### Your objective:
If a line below includes the string "font", copy it.

### Dataset extract:
┏━━

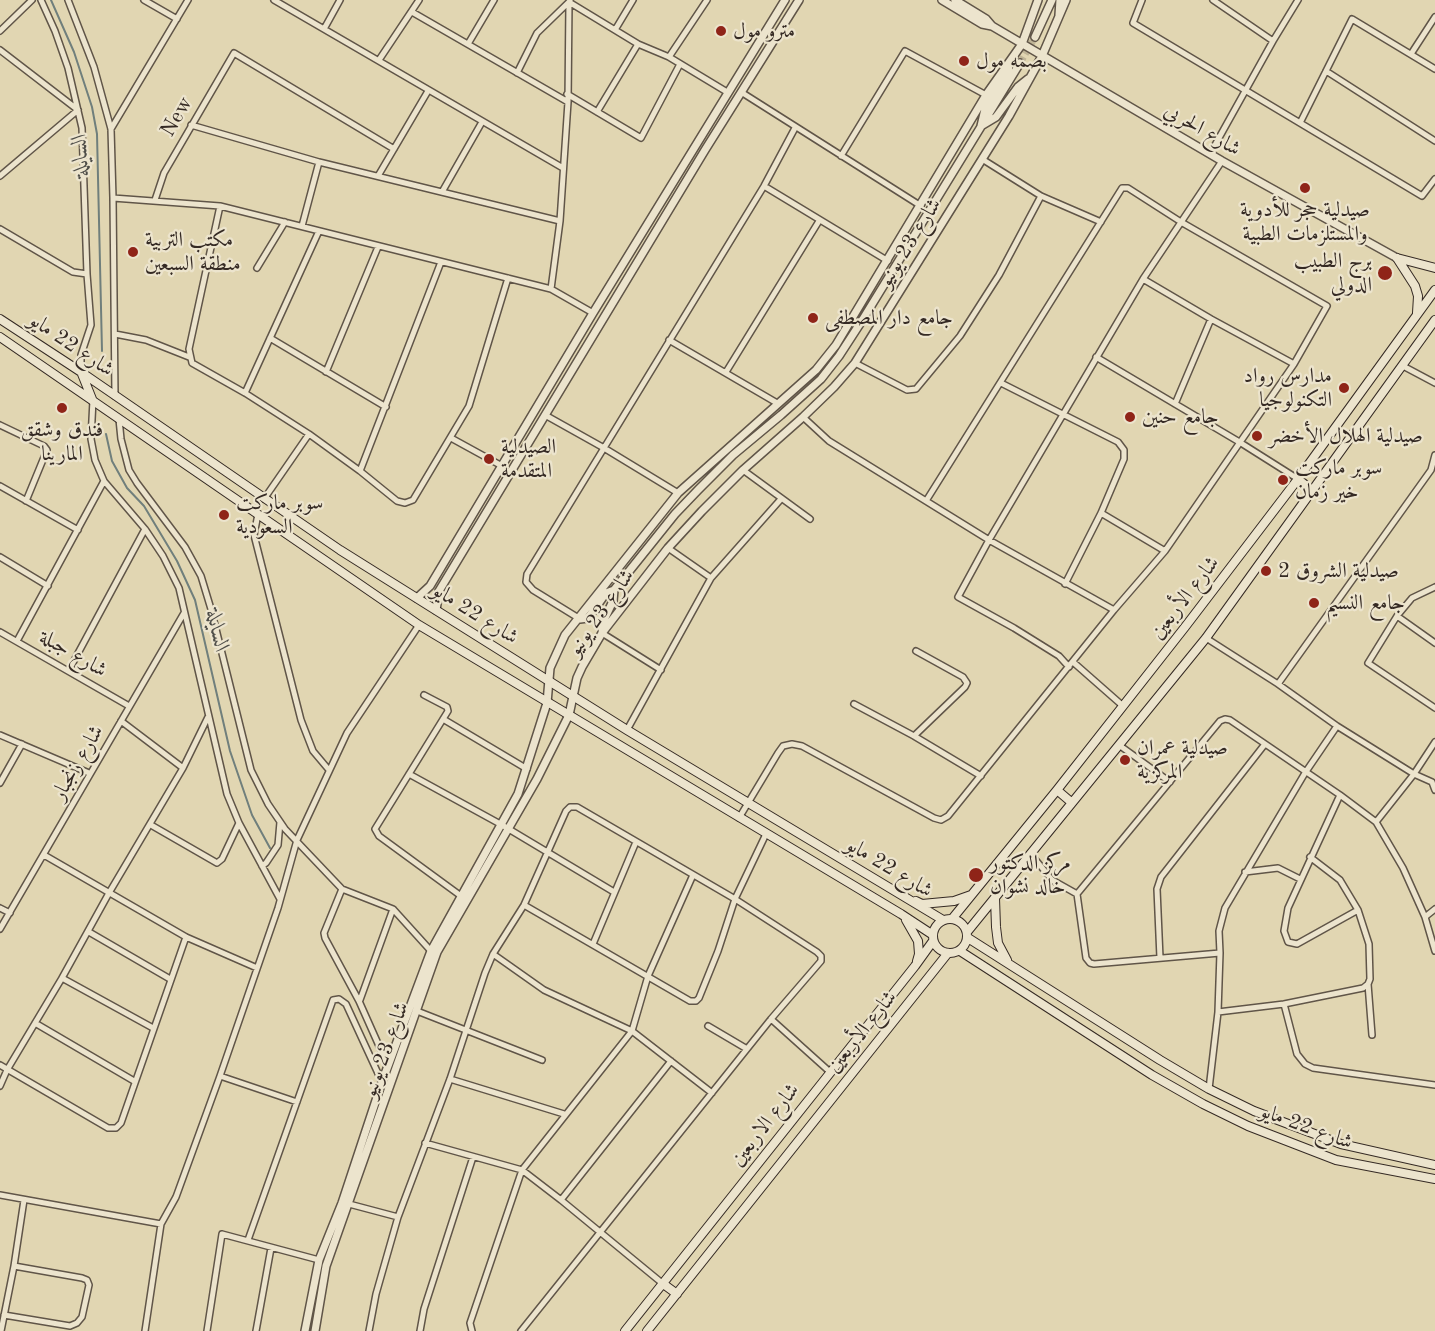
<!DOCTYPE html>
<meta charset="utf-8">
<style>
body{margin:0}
canvas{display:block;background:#e1d6b2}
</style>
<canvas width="1435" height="1331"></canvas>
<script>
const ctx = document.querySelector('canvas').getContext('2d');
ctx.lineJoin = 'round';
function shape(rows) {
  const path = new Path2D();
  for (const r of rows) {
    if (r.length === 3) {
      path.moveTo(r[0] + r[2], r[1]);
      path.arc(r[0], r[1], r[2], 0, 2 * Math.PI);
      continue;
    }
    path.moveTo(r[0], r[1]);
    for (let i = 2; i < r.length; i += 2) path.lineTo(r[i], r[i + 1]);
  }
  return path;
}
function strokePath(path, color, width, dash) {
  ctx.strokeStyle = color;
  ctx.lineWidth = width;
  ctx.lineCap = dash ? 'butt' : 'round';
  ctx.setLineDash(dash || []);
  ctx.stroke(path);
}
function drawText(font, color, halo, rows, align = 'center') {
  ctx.font = font + ' "Old Standard TT",Amiri,serif';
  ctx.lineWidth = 4.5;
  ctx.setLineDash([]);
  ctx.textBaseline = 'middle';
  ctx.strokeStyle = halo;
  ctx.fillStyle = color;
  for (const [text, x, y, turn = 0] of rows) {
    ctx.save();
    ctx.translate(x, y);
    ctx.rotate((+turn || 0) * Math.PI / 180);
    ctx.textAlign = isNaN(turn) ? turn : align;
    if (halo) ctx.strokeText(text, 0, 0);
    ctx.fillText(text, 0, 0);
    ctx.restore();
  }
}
strokePath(shape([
 [51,0,74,52,92,107,97,134,102,351],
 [106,434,112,461,127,488,144,506,177,561,195,600,230,751,252,815,270,848]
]), '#707f7c', 2);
strokePath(shape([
 [1020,63,1035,37]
]), '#bfb496', 7, [7, 3.5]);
const minor = shape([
 [41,0,55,31,68,68,82,128,87,274,91,325,81,355,81,372],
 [68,0,94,67,111,129,113,198,115,396],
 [144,0,177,19],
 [274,0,563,168],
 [1142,0,1133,23,1422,196,1435,179],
 [1213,0,1273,41],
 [569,2,638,44,669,57,727,92],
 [412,12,568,102],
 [324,29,340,0],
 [615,30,633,0],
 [0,31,32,0],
 [468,44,494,0],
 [0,50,78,110,0,176],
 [1411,54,1435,17],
 [669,57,707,0],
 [379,60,419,0],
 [1326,71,1435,141],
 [517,73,537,33,570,1],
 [741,92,921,206],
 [567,94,641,138,680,64],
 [597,112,638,44],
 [1300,123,1352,19,1435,69],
 [191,125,319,162,560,221],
 [111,129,188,0],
 [1210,154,1273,41,1298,0],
 [841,156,905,51,986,95],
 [982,159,1041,196,1101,222],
 [378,176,428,91],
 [764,186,888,261],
 [442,192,482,122],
 [113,198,220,206,551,289,593,313],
 [155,200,164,173,234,53,394,149],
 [220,206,189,349,192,363,245,393,309,434,360,471,397,501,405,503,413,500,469,406,508,278],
 [302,226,319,162],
 [0,229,73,272,87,274],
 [257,268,285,222],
 [1143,279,1211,319,1294,364],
 [551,289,560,221,568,102,569,2],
 [115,334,146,340,189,357],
 [270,338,386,407],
 [669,340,777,403],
 [1096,357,1241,443,1298,479],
 [855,363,907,390,916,389,960,336,999,275,1041,196],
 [1403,366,1435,383],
 [326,372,378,247],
 [726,372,819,221],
 [1001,383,1118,442,1124,450,1124,459,1101,513,1065,584],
 [245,393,319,231],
 [93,400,91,439,95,460,104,481,145,529,163,556,179,588,227,794,239,823,280,899],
 [1175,404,1211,319],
 [545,415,604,448,678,493],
 [803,417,829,441,989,540,1114,610],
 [119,419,121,439,129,470,137,483,185,547,201,576,211,609,251,770,268,804,285,829,342,889,393,909,431,951],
 [0,425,44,446,47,450,26,501],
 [451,438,502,466],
 [743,470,810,519],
 [360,471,441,262],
 [0,486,78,530],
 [264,499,309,434],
 [1101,513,1165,551],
 [258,514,254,535,301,720,313,751,329,770],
 [668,548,711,578],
 [0,557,48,586],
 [1435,587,1412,598,1397,616,1368,663,1435,708],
 [1397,616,1435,643],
 [580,619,533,590,526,582,527,574,764,186,795,128],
 [0,632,129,706],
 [602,633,661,670],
 [1206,638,1278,684,1337,726,1414,774,1432,782,1435,790],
 [17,641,104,481],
 [1073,662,1123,706],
 [1069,667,1059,656,1014,628,958,597,989,540,1143,279,1222,161],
 [69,670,145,529],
 [1278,684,1431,470,1435,455],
 [424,695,447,707,448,711,375,829,379,836,461,896],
 [854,704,914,736,981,776],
 [443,719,527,769],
 [121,721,183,768],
 [627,730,711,578,781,499],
 [0,735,89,773],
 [914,736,965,687,967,683,963,677,916,651],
 [1119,745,1170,782],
 [409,774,502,825,614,892],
 [0,783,22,744],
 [1340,795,1288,908,1284,931,1288,942,1297,944,1358,910],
 [739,818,778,753,783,746,792,744,802,746,934,818,941,820,948,816,1114,610,1165,551,1294,364,1327,306,1181,222,1128,188,1122,188,926,501],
 [1376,822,1414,774,1435,742],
 [151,825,217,863,222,859,239,823],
 [1030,853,1052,880,1077,894],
 [44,855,186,937,257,968],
 [1310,857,1340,880,1358,910,1369,944,1370,979,1368,984,1372,1035],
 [262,866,266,863,278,845,280,822],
 [1245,872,1278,868,1300,879],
 [342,889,324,933,325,938,359,1001,388,1066],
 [524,905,690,1001,696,1001,699,998,718,951,735,899,766,834],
 [0,908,10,913],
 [1425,917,1435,909],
 [0,929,184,613],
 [89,932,170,979],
 [593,944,636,842],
 [1220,953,1094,964,1090,963,1086,958,1077,894,1220,721,1225,719,1230,720,1340,795,1376,822,1403,868,1425,917,1435,951],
 [493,954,544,990,632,1031,712,1093],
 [1160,958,1157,889,1161,877,1265,744],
 [62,978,153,1028],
 [360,1000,393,909],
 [1284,1004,1297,1054,1305,1064,1313,1068,1435,1085],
 [417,1011,542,1060],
 [1218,1012,1284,1004,1363,988,1368,984],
 [771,1019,830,1072],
 [35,1023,134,1081],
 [708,1026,747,1049],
 [0,1065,108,1128,116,1128,121,1123,186,937],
 [220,1076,297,1102],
 [450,1079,564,1114],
 [0,1086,7,1070,62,978,109,893,183,768,208,717],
 [1209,1089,1218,1012,1220,953,1219,931,1225,908,1305,773,1337,726],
 [425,1143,522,1170,561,1200,662,1283],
 [0,1195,161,1224],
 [561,1200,671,1061],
 [349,1204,398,1217],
 [248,1240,333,1000,339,999,346,1004,382,1082],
 [4,1315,70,1326,77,1323,82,1317,89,1285,87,1280,82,1278,14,1266],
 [1,1331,14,1266,24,1200],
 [145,1331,161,1224,176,1197,220,1076,278,908,297,840,347,733,419,625],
 [207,1331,222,1234,319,1260],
 [256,1331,271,1248],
 [369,1331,376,1294,398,1217,450,1079,485,973,493,954,524,905,566,811,570,807,577,807,735,899,817,952,821,956,821,961,771,1019,521,1331],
 [420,1331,424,1309,473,1157],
 [472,1331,470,1323,522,1170,632,1031,648,976,693,875]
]);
const tertiary = shape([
 [942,0,982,24,992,26],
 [955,0,986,19,992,26,1222,161,1397,258],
 [1059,15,1060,0],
 [1035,37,1052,0],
 [1009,64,1008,73,985,109,981,126,996,117,1018,87,1028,79],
 [417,598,430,586,593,313,785,0],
 [436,610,439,591,705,150,799,0],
 [580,619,588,618,606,593,614,590,675,514,698,490,733,455,781,415,821,379,839,356,863,319,1020,63],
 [602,633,603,622,613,601,614,590],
 [305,1331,319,1260,342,1203,382,1082,431,951,518,794,547,703,550,668,565,635,678,493,816,370,836,345,986,95,1022,44,1038,0],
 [315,1331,326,1266,437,952,537,779,569,715,577,678,582,667,602,633,668,548,702,511,743,470,803,417,834,387,855,363,1009,116,1042,56,1066,0]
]);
const secondary = shape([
 [1397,258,1415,286,1418,296,1417,313],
 [1397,258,1435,268],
 [0,319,81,372,340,550,627,730,943,920],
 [0,337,419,625,901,914,933,935],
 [82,374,92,399],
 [1298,479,1313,491],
 [1057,790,1071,802],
 [995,898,996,927,998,943,1007,960],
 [916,901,922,904,954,901,971,895],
 [950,936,17],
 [952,919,1057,790,1185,627,1298,479,1435,290],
 [906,920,918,941,919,954,917,961],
 [967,932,1206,638,1435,320],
 [968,938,1160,1060,1209,1089,1254,1111,1341,1144,1435,1165],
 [960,951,1152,1075,1203,1104,1248,1126,1336,1160,1435,1179],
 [662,1283,677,1294],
 [625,1331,915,966,933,941],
 [647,1331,948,953]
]);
strokePath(minor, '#605548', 8);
strokePath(tertiary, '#605548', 10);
strokePath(secondary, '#352a24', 10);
strokePath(minor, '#ece4cd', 5);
strokePath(tertiary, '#ece4cd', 7);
strokePath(secondary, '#ece4cd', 8);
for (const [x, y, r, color] of [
 [721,31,6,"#8f2418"],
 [964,61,6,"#8f2418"],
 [1305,188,6,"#8f2418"],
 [133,252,6,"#8f2418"],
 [1385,273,8,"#8f2418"],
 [813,318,6,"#8f2418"],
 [1344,388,6,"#8f2418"],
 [62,408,6,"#8f2418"],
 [1130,417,6,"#8f2418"],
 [1257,436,6,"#8f2418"],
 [489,459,6,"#8f2418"],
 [1283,480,6,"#8f2418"],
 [224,515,6,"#8f2418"],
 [1266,571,6,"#8f2418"],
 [1314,603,6,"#8f2418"],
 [1125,760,6,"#8f2418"],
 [976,875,8,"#8f2418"]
]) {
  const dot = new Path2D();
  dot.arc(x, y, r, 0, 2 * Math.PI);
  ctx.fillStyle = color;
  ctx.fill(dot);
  strokePath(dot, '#ece4cd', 2);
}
drawText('21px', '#352a24', '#ece4cd', [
 ["مترو مول",733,31],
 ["بصمه مول",976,61],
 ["صيدلية حجر للأدوية",1305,210,"center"],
 ["والمستلزمات الطبية",1305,234,"center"],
 ["مكتب التربية",145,240],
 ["منطقة السبعين",145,264],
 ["برج الطبيب",1372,261,"right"],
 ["الدولي",1372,285,"right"],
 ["جامع دار المصطفى",825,318],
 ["مدارس رواد",1332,376,"right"],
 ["التكنولوجيا",1332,400,"right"],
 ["جامع حنين",1142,417],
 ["فندق وشقق",62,430,"center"],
 ["المارينا",62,454,"center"],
 ["صيدلية الهلال الأخضر",1269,436],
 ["الصيدلية",501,447],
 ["المتقدمة",501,471],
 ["سوبر ماركت",1295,468],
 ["خير زمان",1295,492],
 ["سوبر ماركت",236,503],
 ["السعودية",236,527],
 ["صيدلية الشروق 2",1278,571],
 ["جامع النسيم",1326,603],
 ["صيدلية عمران",1137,748],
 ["المركزية",1137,772],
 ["مركز الدكتور",990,863],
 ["خالد نشوان",990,887]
], 'left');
drawText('21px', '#352a24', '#ece4cd', [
 ["New",177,117,-60],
 ["شارع الحربي",1202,130,30],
 ["شارع 23 يونيو",910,243,-58],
 ["شارع 22 مايو",71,345,34],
 ["شارع الأربعين",1185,598,-52],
 ["شارع 23 يونيو",601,613,-55],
 ["شارع 22 مايو",475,614,32],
 ["شارع جبلة",73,654,30],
 ["شارع زنجبار",78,763,-60],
 ["شارع 22 مايو",889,868,31],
 ["شارع الأربعين",862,1032,-51],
 ["شارع 23 يونيو",386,1050,-70],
 ["شارع الاربعين",765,1125,-52],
 ["شارع 22 مايو",1306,1127,20]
]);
drawText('italic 22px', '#4e4d48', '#ece4cd', [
 ["السايلة",81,155,-94],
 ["السايلة",217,631,77]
]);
</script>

┗━━

### Response area:
function drawText(font, color, halo, rows, align = 'center') {
  ctx.font = font + ' "Old Standard TT",Amiri,serif';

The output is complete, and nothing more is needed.